Magnus Boman Ralph Radtke Emmanuelle Legaud Giuseppe Didonna Volvo Car Turkey Genel Müdürü
Pandemide Türkiye teklifini kabul etti
26 yılı kapsayan Volvo Cars'taki kariyeri boyunca, 10 yıl Asya'da yönetici olarak görev yapan Boman, en son Volvo Car Danimarka Genel Müdürlüğü görevini yürütüyordu.
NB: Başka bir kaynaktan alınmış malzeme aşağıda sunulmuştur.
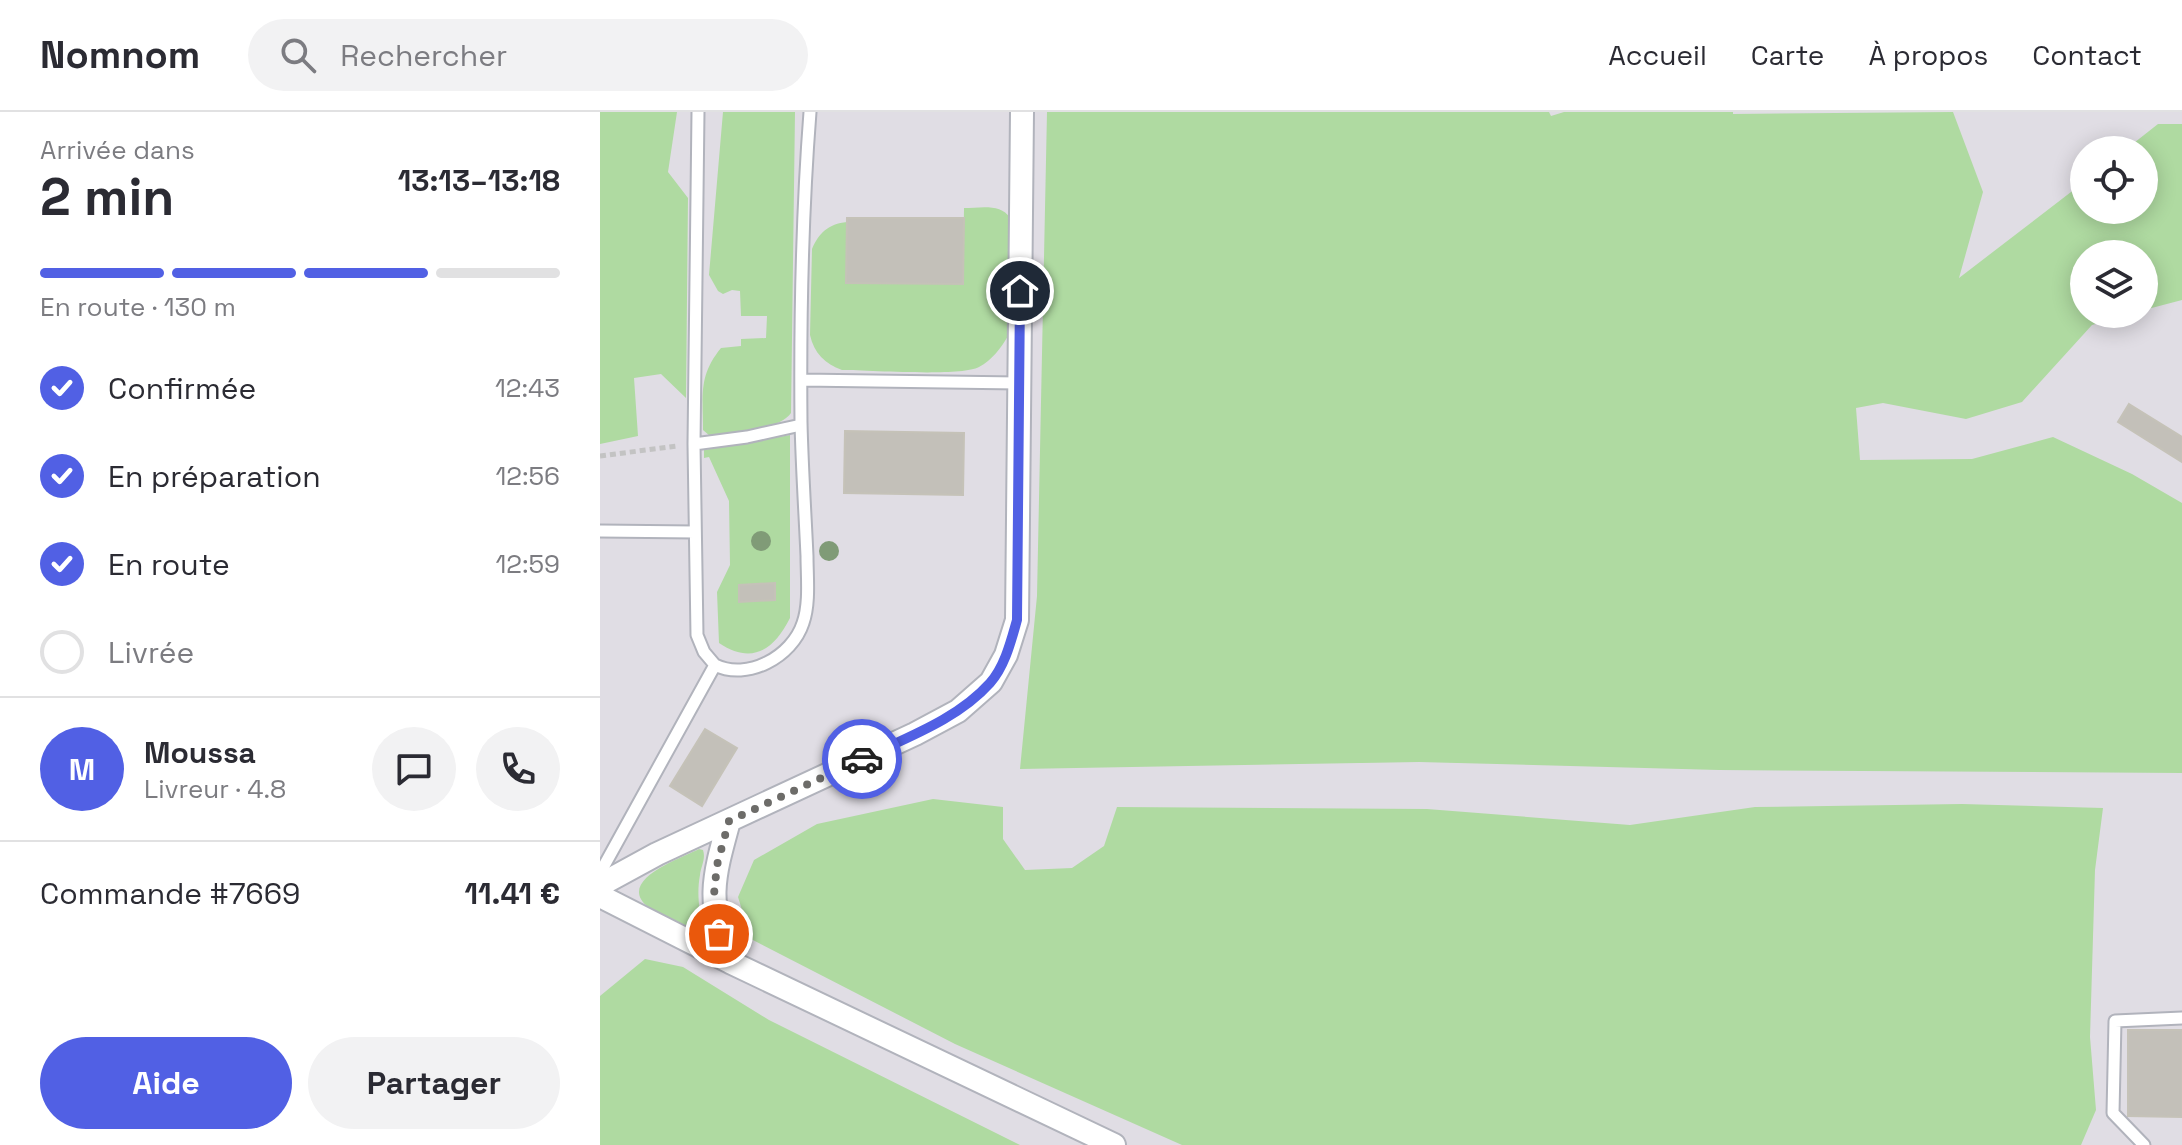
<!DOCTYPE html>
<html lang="fr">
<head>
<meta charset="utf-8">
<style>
	:root { --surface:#fff; --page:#f2f2f3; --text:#2b2b33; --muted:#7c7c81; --line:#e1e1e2; --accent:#5160e4 }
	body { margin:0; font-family:"Space Grotesk",sans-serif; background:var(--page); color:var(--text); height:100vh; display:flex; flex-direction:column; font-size:30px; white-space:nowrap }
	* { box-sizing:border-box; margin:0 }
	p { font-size:26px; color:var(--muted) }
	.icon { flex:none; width:44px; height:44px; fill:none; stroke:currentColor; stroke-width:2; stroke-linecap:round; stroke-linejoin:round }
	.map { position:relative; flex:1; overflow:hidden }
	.details { display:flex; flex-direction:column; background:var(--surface); width:600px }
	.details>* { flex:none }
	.controls { position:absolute; left:1470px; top:24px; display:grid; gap:16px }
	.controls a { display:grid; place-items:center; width:88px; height:88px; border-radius:50%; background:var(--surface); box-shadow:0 4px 20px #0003; font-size:40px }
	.pin { position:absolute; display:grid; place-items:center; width:68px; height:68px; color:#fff; margin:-34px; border:4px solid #fff; border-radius:50%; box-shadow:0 2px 8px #0007 }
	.courier { position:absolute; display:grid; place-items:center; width:80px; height:80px; margin:-40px; border:6px solid #5160e4; border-radius:50%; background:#fff; color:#222; box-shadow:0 2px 10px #0007 }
	.overview em { font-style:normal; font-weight:700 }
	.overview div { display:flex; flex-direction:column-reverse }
	.overview { display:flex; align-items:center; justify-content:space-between; height:136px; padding:0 40px }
	h1 { font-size:52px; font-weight:700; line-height:60px }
	.bar { display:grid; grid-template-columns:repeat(4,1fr); gap:12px 8px; align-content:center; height:96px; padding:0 40px }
	.bar i { height:10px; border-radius:6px; background:var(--line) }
	.bar .on { background:var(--accent) }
	.bar p { grid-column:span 4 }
	.line { display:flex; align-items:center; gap:20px; padding:0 40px; border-top:2px solid var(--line) }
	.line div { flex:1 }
	.round { display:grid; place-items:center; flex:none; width:84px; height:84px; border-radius:42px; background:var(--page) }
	ol { padding:0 40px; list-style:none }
	li { display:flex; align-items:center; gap:24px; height:88px }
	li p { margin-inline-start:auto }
	li .icon { padding:8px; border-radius:50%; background:var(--accent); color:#fff; stroke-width:4 }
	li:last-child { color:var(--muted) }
	li i { width:44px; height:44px; border:4px solid var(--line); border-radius:50% }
	.action { display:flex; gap:16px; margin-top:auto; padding:16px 40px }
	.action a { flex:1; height:92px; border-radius:48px; background:var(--accent); color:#fff; font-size:32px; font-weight:700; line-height:92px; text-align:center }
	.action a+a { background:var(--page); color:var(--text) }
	header { display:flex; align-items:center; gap:48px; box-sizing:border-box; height:112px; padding:0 40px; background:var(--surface); border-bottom:2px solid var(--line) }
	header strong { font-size:38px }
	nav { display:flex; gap:44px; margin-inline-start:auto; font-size:28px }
	.search { width:560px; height:72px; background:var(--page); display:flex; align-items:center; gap:20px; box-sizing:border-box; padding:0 28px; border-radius:44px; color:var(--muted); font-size:30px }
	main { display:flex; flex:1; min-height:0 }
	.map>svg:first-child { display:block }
	.industrial { fill:#e0dde4; fill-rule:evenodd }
	.green { fill:#afdaa1 }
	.building { fill:#c3c0b9; stroke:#c5c2b8; stroke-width:2 }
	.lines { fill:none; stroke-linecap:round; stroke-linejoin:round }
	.service-casing { stroke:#b1b3bc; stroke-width:15 }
	.minor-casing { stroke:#b1b3bc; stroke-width:26 }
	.path { stroke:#c3c3c3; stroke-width:5; stroke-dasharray:6 4; stroke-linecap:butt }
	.service { stroke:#fff; stroke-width:11 }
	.minor { stroke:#fff; stroke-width:22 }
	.tree { fill:#809b77 }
	.done { stroke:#6d6c69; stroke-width:8; stroke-dasharray:0 14.4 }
	.route { stroke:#5160e4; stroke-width:10 }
</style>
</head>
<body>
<header>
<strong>Nomnom</strong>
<div class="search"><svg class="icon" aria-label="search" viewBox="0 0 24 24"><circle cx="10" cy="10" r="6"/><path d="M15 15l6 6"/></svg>Rechercher</div>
<nav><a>Accueil</a><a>Carte</a><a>À propos</a><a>Contact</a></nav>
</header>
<main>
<section class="details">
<div class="overview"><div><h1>2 min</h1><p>Arrivée dans</p></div><em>13:13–13:18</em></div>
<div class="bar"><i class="on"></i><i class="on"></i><i class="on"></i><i></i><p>En route · 130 m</p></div>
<ol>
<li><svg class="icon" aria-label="check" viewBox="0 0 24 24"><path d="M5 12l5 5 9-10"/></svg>Confirmée<p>12:43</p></li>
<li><svg class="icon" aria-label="check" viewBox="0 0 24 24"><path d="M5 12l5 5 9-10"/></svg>En préparation<p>12:56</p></li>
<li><svg class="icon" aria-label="check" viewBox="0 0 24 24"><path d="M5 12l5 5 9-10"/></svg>En route<p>12:59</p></li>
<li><i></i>Livrée</li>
</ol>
<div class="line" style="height:144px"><b class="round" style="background:var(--accent);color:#fff">M</b><div><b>Moussa</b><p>Livreur · 4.8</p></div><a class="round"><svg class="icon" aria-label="chat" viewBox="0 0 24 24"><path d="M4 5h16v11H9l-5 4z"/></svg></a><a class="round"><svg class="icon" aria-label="phone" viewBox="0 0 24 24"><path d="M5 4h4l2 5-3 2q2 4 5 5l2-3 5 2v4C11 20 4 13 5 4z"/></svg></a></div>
<div class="line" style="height:104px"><div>Commande #7669</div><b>11.41 €</b></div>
<div class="action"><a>Aide</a><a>Partager</a></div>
</section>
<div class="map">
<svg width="1582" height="1033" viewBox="0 0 1582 1033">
	<rect width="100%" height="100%" fill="#eae6de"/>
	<path class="industrial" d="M0 0H1582V1033H0ZM1484 38H1544V98H1484ZM1484 142H1544V202H1484Z"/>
	<path class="green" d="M0 0H77L68 60 88 86 86 286 61 262 34 266 38 324 0 332Z
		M123 0H195L191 301C180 318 130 321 110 324L103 318C103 284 98 264 121 236L141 234V227L166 226 167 204H141L140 179 132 178 123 182 118 179 109 163Z
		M447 0H949L951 4 964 0H1133V2L1353 0 1383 80 1359 166 1484 70V98H1544V38H1525L1558 12H1582V188L1544 198V142H1484V202H1529L1492 213 1422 290 1366 307 1283 291 1256 296 1260 348 1372 347 1453 325 1532 362 1582 391V661L1119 658 819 650 420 657 437 484Z
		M364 96C380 96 401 91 410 106L408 224C401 236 392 248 379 255 360 265 269 258 242 258 225 252 214 241 210 223L212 137C219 121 228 112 247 110L246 171 363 172Z
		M190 323V506C174 538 152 553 119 531L117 480 130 453 129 389 109 345 104 346V338Z
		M333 687 403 695V727L425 758 472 756 504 734 517 695 827 697 1030 713 1155 695 1362 692 1503 696 1495 758 1490 925 1496 998 1481 1033H582L355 932 151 827 138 785 154 748 217 712Z
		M99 737 103 738C106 747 101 754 100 763 97 779 98 800 105 815L101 821 48 795C15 768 82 746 99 737Z
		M45 847 83 855 169 908 420 1033H0V884Z"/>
	<path class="building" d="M247 106H364L363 172 246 171Z
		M1529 292 1582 325V350L1518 310Z
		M245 319 364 321 363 383 244 381Z
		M175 471V488L139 490V473Z
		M105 617 137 636 102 694 70 674Z
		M1528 918H1582V1005L1528 1004Z"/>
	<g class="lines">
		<defs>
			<path id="service" d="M202 268 420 271
				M94 332 147 325 201 313
				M0 419 95 420
				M115 553C147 569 192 545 203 511 210 491 207 465 207 444 205 400 202 355 201 310 200 207 202 103 210 0
				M0 761 115 553 104 540 97 523 94 332 98 0
				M1544 1033 1513 1001 1515 909 1582 906"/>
			<path id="minor" d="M129 709C112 770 107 789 130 850
				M0 773 57 742 315 622 358 599 391 570 406 543 417 508 422 0
				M0 784 130 850 514 1033"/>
		</defs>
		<use href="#service" class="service-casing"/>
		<use href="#minor" class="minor-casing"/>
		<path class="path" d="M0 344 77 334"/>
		<use href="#service" class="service"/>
		<use href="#minor" class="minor"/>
	</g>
	<g class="tree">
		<circle cx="161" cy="429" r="10"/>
		<circle cx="229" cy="439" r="10"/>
	</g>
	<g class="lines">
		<path class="done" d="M119 822 113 792 117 753 129 709 262 647"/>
		<path class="route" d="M262 647C305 626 357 608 390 571 405 554 411 529 417 508L420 179"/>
	</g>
</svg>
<div class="controls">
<a><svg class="icon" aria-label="locate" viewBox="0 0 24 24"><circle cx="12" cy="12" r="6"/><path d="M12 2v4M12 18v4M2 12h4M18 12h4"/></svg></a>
<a><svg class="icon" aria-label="layers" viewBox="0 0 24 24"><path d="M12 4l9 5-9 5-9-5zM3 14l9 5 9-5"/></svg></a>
</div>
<div class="pin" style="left:119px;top:822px;background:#ea580c"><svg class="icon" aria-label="bag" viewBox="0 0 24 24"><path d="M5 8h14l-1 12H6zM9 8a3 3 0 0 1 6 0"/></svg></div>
<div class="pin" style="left:420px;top:179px;background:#1f2937"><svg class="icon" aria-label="home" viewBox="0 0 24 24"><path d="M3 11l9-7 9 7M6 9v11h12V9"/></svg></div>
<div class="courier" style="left:262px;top:647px"><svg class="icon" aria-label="car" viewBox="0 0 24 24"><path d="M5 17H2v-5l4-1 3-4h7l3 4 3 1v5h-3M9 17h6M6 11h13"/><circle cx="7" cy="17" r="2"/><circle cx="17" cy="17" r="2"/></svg></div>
</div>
</main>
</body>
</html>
Pandemi sırasında Türkiye'deki pozisyon için teklif geldiğinde konuyu ailesiyle konuşup, memnuniyetle kabul etmiş. Eylül ayından bu yana İstanbul'da olan Boman, tam da pandemi döneminde Türkiye'ye gelme konusunda endişe yaşamamış: "Büyük ihtimalle, bu teklifi kabul ettiğim esnada korkunç virüsün en zor döneminin geçtiğine inandım. Ayrıca ağustos ayının sonuna geldiğimizde, ilk dalganın bitmesinden sonra durum biraz daha düzelmişti. Tüm dünyayı etkisi altına alan bir virüsten bahsediyoruz, bunun ülke ya da kıta ayrımı bulunmuyor." Boman'ın Türkiye'nin pandemi mücadelesiyle ilgili değerlendirmesi ise şöyle: "Bu dönemde virüsün yayılmanızı önlemek ve sağlık sisteminin herkes için gerekli bakımı sağlayabileceğinden emin olmak gerekiyor. Bunun yanında ülkeyi uzun süre kapatmanın da çok ağır sonuçları olabiliyor. Bu yönetilmesi çok zor bir denge. Ancak inanın bana göre Türkiye bunu son derece makul bir şekilde başardı." Boman bu dönemde İstanbul'u keşfetmeye de vakit ayırmış: "Hem eşim hem de ben şehir hayatından büyük keyif aldık, sonbahar aylarında Türk mutfağının tadını çıkardık, hatta bunun yanı sıra birçok tarihi mekanı da gezme fırsatı bulduk. Ve tabii muhteşem manzarasıyla Boğaz'ın çeşitli yerlerini de unutmamak gerek... Büyük ve köklü tarihi ile Türkiye'yi hem coğrafi hem kültürel açıdan merak ediyordum."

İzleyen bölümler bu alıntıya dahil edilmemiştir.